6. Has the feedback from fellow writers, submissions to literary agents and publishers resulted in one or more of the following?

(A) They have told you that your work could be written better and is not of a publishing standard.
(B) Your work falls into niche markets which would not generate much revenue for publisher or author.
(C) Your work is interesting/good but why did you send it to our publishing house?
(D) You have previously published with traditional publishers but did not enjoy the experience or have a great amount of success.
(E) You do not get any feedback from agents or publishers when you submit to them.

(If ‘A’) Take constructive criticism on the chin. You are a long way off honing your writing craft and achieving publication. Every writer can always improve with time, effort and proper guidance. Join a local writing workshop run by an established writer and teacher. Join a book club and widen your own reading taste. Then, start an entirely new writing project and begin submitting your work again to agents and publishers.

(If ‘B’) Clearly you have writing ability. It may be that book publishing does not suit your niche. Try submitting your work as articles to magazines, physical as well as on line magazines. Try small niche publishing presses or ebook publishers. If you do not have a blogsite, create one and write about general subjects in the news. This may also help to build your own public profile. Consider taking your writing to a different medium – local radio/TV or a local community newspaper for your niche interest/subject. Raise your profile and try expanding from there.
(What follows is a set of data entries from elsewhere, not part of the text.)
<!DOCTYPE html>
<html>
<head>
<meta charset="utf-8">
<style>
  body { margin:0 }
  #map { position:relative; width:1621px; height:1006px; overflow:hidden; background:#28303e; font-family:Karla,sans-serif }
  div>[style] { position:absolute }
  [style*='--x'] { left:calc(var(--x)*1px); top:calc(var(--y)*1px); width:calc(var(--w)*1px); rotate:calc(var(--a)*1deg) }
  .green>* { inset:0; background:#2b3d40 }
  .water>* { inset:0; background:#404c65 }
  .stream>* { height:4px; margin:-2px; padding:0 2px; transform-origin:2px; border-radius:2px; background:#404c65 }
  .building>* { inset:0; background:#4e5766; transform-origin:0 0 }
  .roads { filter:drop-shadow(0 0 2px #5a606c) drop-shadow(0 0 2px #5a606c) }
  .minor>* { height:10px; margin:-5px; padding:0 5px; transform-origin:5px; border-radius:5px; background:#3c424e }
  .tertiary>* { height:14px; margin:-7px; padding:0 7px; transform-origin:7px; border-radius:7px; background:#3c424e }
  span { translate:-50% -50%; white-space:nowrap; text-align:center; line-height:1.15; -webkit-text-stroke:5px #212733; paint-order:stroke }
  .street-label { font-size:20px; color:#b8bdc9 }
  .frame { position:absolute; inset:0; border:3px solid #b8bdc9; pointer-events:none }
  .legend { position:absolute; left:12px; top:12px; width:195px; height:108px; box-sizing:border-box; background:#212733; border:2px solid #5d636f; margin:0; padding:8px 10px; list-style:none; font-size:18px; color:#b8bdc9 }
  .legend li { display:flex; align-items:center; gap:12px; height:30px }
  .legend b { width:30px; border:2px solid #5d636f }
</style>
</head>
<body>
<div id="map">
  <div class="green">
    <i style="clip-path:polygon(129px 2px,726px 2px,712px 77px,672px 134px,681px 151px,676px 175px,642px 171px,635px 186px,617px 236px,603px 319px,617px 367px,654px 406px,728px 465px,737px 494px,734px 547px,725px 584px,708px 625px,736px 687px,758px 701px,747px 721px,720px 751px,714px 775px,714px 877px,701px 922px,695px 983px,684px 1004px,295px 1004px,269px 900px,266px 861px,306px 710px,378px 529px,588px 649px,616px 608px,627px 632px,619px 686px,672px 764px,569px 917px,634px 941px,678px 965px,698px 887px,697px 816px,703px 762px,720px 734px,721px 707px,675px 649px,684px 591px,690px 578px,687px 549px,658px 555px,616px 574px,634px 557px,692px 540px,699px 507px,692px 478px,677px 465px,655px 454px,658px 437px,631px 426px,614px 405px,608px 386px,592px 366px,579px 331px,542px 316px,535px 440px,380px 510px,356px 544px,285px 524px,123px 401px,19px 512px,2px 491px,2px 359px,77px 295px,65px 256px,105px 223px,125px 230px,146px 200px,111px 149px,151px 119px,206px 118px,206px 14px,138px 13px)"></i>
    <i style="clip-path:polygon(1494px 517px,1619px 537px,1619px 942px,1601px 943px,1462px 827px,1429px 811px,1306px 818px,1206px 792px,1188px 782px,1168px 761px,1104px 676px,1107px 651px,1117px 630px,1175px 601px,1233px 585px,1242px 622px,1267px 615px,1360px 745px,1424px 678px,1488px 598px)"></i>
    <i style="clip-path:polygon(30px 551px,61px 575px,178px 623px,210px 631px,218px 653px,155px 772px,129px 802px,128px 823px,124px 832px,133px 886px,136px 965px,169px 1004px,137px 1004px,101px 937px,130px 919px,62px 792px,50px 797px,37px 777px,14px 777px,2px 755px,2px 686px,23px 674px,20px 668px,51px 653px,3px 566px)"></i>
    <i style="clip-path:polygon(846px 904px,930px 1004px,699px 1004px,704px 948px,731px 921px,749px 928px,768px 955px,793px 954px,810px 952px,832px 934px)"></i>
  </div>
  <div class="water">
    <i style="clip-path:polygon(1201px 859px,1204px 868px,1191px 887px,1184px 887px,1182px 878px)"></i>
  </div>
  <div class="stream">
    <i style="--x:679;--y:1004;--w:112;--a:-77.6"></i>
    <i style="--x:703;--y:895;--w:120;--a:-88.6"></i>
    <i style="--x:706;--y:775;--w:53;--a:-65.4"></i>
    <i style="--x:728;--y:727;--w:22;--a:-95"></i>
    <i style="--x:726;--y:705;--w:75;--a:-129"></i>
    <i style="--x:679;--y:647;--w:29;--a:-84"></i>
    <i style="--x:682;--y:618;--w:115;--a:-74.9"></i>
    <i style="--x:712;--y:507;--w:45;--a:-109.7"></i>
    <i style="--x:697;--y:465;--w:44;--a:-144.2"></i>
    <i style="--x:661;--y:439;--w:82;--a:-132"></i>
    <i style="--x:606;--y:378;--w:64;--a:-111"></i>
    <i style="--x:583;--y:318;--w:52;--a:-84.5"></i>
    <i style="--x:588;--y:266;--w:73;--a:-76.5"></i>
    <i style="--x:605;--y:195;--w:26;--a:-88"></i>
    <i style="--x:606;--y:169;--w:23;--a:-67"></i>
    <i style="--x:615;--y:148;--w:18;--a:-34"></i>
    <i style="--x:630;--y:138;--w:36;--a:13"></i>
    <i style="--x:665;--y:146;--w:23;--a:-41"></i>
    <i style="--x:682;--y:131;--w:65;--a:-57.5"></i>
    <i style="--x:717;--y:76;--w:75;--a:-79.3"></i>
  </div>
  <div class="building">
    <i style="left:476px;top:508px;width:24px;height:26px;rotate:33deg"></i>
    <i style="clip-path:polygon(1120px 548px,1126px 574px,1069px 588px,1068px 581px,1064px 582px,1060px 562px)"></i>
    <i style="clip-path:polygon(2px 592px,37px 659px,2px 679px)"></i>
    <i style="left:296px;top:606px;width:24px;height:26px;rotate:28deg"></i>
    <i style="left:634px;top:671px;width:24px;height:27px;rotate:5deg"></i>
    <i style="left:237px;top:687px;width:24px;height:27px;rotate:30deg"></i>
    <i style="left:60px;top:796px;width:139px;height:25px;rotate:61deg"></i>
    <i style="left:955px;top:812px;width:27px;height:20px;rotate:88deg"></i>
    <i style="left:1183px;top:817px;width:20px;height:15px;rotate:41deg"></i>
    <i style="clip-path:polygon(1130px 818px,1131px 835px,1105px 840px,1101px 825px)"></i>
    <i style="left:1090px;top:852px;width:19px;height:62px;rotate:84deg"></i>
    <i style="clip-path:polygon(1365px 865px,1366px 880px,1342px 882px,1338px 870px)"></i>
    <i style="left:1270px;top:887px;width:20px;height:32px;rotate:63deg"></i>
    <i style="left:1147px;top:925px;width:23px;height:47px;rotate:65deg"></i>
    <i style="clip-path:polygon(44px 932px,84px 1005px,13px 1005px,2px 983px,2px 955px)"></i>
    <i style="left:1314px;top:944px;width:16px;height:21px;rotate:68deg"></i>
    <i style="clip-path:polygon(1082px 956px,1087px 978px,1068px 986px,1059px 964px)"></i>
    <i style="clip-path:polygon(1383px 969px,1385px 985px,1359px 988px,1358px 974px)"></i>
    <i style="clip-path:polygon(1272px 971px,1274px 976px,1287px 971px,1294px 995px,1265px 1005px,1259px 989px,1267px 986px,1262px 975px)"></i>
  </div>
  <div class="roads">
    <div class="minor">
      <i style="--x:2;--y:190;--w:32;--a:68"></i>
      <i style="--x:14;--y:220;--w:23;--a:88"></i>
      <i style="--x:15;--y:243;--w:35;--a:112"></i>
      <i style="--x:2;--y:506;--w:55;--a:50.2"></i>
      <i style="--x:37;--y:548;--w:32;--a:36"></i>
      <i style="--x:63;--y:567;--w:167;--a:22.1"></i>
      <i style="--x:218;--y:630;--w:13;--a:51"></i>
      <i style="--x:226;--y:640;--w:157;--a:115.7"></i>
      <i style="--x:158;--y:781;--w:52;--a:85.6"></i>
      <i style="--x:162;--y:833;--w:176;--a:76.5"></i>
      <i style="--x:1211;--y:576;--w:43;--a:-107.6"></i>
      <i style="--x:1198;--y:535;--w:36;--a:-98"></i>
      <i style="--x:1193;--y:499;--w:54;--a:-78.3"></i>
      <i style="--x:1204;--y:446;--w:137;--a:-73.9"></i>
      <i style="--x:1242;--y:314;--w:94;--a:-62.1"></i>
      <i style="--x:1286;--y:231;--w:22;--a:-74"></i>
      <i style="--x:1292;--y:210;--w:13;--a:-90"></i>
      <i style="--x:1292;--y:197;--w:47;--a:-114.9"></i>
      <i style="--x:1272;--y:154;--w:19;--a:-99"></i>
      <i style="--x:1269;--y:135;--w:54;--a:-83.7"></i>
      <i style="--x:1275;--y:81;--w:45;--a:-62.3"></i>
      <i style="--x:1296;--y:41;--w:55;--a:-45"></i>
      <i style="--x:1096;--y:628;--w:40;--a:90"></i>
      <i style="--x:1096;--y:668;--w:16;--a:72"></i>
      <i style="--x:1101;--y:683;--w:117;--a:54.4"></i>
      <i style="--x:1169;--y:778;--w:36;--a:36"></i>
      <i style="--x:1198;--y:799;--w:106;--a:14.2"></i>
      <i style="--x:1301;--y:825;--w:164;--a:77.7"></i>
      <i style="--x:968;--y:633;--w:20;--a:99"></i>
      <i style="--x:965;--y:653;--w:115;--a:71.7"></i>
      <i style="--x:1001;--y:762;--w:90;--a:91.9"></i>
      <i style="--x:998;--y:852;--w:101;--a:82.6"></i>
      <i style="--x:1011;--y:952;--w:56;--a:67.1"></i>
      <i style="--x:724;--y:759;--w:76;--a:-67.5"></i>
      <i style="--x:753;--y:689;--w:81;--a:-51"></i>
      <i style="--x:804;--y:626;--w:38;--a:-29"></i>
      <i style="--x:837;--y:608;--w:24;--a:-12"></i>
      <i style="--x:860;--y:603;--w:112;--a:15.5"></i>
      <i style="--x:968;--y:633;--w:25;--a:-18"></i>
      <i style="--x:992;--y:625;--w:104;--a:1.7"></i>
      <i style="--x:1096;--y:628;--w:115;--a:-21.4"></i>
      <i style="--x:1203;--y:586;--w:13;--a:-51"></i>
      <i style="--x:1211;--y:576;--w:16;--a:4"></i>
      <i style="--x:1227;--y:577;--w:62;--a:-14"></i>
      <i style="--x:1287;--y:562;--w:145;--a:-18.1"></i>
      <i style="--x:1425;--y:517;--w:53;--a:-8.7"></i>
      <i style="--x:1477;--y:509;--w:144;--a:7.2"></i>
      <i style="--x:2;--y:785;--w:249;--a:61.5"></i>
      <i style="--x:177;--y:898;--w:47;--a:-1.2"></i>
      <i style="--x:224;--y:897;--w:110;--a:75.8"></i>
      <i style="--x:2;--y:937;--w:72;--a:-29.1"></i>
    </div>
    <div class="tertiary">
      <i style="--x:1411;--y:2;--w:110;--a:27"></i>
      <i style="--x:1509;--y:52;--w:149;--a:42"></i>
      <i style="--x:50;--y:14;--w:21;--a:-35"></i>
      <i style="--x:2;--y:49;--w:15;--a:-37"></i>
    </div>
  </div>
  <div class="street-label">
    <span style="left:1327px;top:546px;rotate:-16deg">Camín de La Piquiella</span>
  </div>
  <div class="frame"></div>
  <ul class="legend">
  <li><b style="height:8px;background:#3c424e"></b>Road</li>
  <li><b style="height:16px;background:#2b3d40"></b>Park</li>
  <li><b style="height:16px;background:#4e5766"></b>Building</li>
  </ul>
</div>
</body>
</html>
(If ‘C’) You might be the next Stephen King, but however good you are, you must have at least some understanding of the publishing business and the kinds of publishers there are. Make sure the agent/publisher you are submitting to actually publish the kinds of books you write. Study the Writers Handbook as well as the Writers & Artists Yearbook for publisher and agent listings. Submit query letters first and always ascertain an editor’s/agent name when you are submitting your work. Not every book is published by Penguin, Random House, HarperCollins and Simon & Schuster. There are thousands of publishers in the English speaking world. Find books of a similar genre or theme as your books in your local bookshop and find out who the publisher is. Read the boring acknowledgements you usually skip over and find out the name of the author’s agent he/she is thanking there.

(If ‘D’) You have done the publishing gig the traditional way and learned that the majority of published authors do not earn a living from book publishing alone. You know the book publishing business pretty well, have your own dedicated following of readers and public profile, but you find the tradition book publishing business to be controlling and restrictive. Self-Publishing is a very serious option for you to consider. Form your own imprint and investigate the distribution and marketing methods you can use for your next published book. You may find that through self-publishing you may get a better profit on royalties, more control on editorial and design decisions and you may finally be able to resurrect books which your last publisher rejected. Finally, talk to self-published authors about their experiences.

(If ‘E’) It sounds like you are not presenting your work very professionally to either agents or publishers. This may also be a symptom which goes deeper into your writing in general. Somehow, you just aren’t putting your best foot forward. Consider all the advice in A, B and C.

Whatever conclusions you reach about where you are and what your options are, self-publishing should never be seen as a way to publish your book through the adoption of a lower standard. Self-publishing is not, and should never be seen as some form of ‘watered’ down publishing. A good self-published book should be unrecognisable from a traditionally published book in quality of print and content.